The Risk Behind Untested Robo-Advisors
With the term “robo-advisor” becoming more commonplace in the finance arena, is it any surprise that more and more automated forms of robo-advising are flooding the market? The question on everyone’s mind at this point is how risky are they? And the short answer: They may be riskier than you think.
For anyone not already familiar with a robo-advisor, it is a wealth management service available through a website or app that offers portfolio management advice via an automated algorithm. These algorithms have removed the need for human interaction with an actual financial advisor/planner.
Image Source: Bloomberg
Many people in the finance industry believe people are becoming entranced with this trendy term and are not recognizing how risky the robo-advisor’s algorithm can be to one’s portfolio. So, let’s break down some of the dangers that come along with robo-advising:
- One of the most dangerous aspects of many robo-advisors is the fact they are untested. The majority were built and launched during a time stocks were rising, and their algorithms are not designed to managed portfolios properly during long-term periods of market instability and declining stock prices. Even a recent Nasdaq article, which quotes Warren Buffets advice, “Beware of geeks bearing formulas,” warns of investment rookies to not entrust their savings to these untested algorithms.
- Another downside of investing via a robo-advisor is you are putting your financial security and future in the hands of a computer/algorithm. Don’t be fooled by a sharp looking app and/or website. Your money is basically hanging in the balance of an algorithm.
- Robo-advisors have no input regarding your distinct situation, as opposed to an advisor who understands and knows your high and low seasons, has built a relationship with you, and understands your goals. You can also kiss the possibility of getting good financial advice regarding your unique situation goodbye!
- Many of these algorithms are too simple to understand complex investing and portfolios typically seen in older investors.
- There is no accountability; although robo-advisors are required to be registered with the SEC, they are built by software programmers not financial advisors. This means they are not fiduciaries and do not have to meet the standard of an RIA. When investment decisions go south, who is accountable?
Now that we are more aware of the risk behind robo-advisors, let’s take a closer look at whether people prefer this mode of investing versus a human-to-human relationship with a financial advisor. According to a Salesforce study, 89% of Baby Boomers, 86% of Gen Xers, and 81% of Millennials still prefer an actual financial advisor to handle their investments and financial future. While this is great news, the study also pointed out that almost 70% of investors want to collaborate with an investor who uses modern financial planning tools and apps.

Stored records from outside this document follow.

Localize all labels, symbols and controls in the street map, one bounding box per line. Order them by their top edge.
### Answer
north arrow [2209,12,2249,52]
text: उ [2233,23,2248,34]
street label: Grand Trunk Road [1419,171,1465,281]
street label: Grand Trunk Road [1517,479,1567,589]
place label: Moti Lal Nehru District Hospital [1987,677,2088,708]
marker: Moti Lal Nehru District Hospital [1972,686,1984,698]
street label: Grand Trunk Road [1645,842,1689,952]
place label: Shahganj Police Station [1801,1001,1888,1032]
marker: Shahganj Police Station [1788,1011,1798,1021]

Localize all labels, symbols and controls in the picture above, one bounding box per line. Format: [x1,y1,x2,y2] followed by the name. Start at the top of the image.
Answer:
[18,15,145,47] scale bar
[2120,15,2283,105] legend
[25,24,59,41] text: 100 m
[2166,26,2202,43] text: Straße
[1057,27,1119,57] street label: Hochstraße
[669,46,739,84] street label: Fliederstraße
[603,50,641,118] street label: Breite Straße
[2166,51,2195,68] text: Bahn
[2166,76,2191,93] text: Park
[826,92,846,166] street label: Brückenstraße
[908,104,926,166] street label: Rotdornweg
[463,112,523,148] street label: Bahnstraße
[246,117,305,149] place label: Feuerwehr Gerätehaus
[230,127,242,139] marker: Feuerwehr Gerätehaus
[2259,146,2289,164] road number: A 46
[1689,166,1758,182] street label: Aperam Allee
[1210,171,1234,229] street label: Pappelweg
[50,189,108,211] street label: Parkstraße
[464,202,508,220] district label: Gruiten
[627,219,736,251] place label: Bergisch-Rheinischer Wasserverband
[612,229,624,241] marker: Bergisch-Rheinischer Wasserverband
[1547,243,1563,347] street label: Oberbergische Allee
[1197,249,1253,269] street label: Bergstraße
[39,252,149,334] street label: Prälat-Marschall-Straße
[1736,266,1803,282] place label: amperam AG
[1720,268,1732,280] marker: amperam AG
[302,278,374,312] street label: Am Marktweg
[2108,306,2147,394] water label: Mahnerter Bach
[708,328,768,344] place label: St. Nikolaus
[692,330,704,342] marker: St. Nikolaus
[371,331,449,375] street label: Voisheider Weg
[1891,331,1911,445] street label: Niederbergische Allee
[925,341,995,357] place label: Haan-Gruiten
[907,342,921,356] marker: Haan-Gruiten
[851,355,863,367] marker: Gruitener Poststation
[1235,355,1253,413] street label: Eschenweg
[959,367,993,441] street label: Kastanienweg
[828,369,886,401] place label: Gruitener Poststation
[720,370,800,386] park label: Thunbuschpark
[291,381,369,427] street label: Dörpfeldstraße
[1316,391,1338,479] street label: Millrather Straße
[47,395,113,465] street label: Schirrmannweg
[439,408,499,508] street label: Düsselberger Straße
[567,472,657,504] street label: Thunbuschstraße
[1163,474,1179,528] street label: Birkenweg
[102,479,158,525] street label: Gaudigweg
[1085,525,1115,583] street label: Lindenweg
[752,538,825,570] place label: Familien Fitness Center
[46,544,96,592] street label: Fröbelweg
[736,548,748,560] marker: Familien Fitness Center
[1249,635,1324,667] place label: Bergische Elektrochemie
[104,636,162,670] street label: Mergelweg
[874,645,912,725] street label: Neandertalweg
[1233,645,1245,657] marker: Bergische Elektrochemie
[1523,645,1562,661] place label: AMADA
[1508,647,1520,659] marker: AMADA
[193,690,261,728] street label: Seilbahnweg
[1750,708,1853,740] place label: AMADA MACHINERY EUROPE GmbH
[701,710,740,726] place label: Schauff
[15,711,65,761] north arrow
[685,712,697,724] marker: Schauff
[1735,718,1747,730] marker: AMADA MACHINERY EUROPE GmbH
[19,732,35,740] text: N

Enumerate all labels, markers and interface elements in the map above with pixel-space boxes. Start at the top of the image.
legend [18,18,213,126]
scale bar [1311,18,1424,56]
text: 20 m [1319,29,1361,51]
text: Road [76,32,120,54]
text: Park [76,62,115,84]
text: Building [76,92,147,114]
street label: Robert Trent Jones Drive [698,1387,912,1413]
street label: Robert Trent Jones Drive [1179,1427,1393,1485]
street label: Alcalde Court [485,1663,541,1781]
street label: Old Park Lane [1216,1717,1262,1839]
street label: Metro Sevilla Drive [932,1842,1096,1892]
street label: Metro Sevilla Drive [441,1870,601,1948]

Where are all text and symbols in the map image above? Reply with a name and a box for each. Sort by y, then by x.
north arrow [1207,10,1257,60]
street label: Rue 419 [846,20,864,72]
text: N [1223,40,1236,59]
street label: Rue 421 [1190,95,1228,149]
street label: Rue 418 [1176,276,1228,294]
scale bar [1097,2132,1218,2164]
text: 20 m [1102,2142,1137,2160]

So, what does this mean for financial advisors? Your best bet is to take the good aspects of a robo-advisor such as real-time updates, 24/7 accessibility, a variety of communication channels, and a collaborative platform and offer these to your clients (and leave the untested algorithms and strategies behind). Financial advisors who use these tools but can bring a human aspect to their services will find they are at an advantage and their clients will be too.
While the number of robo-advising platforms is increasing, the reality is clients still prefer and seek out interaction with an actual financial planner. And that is great news.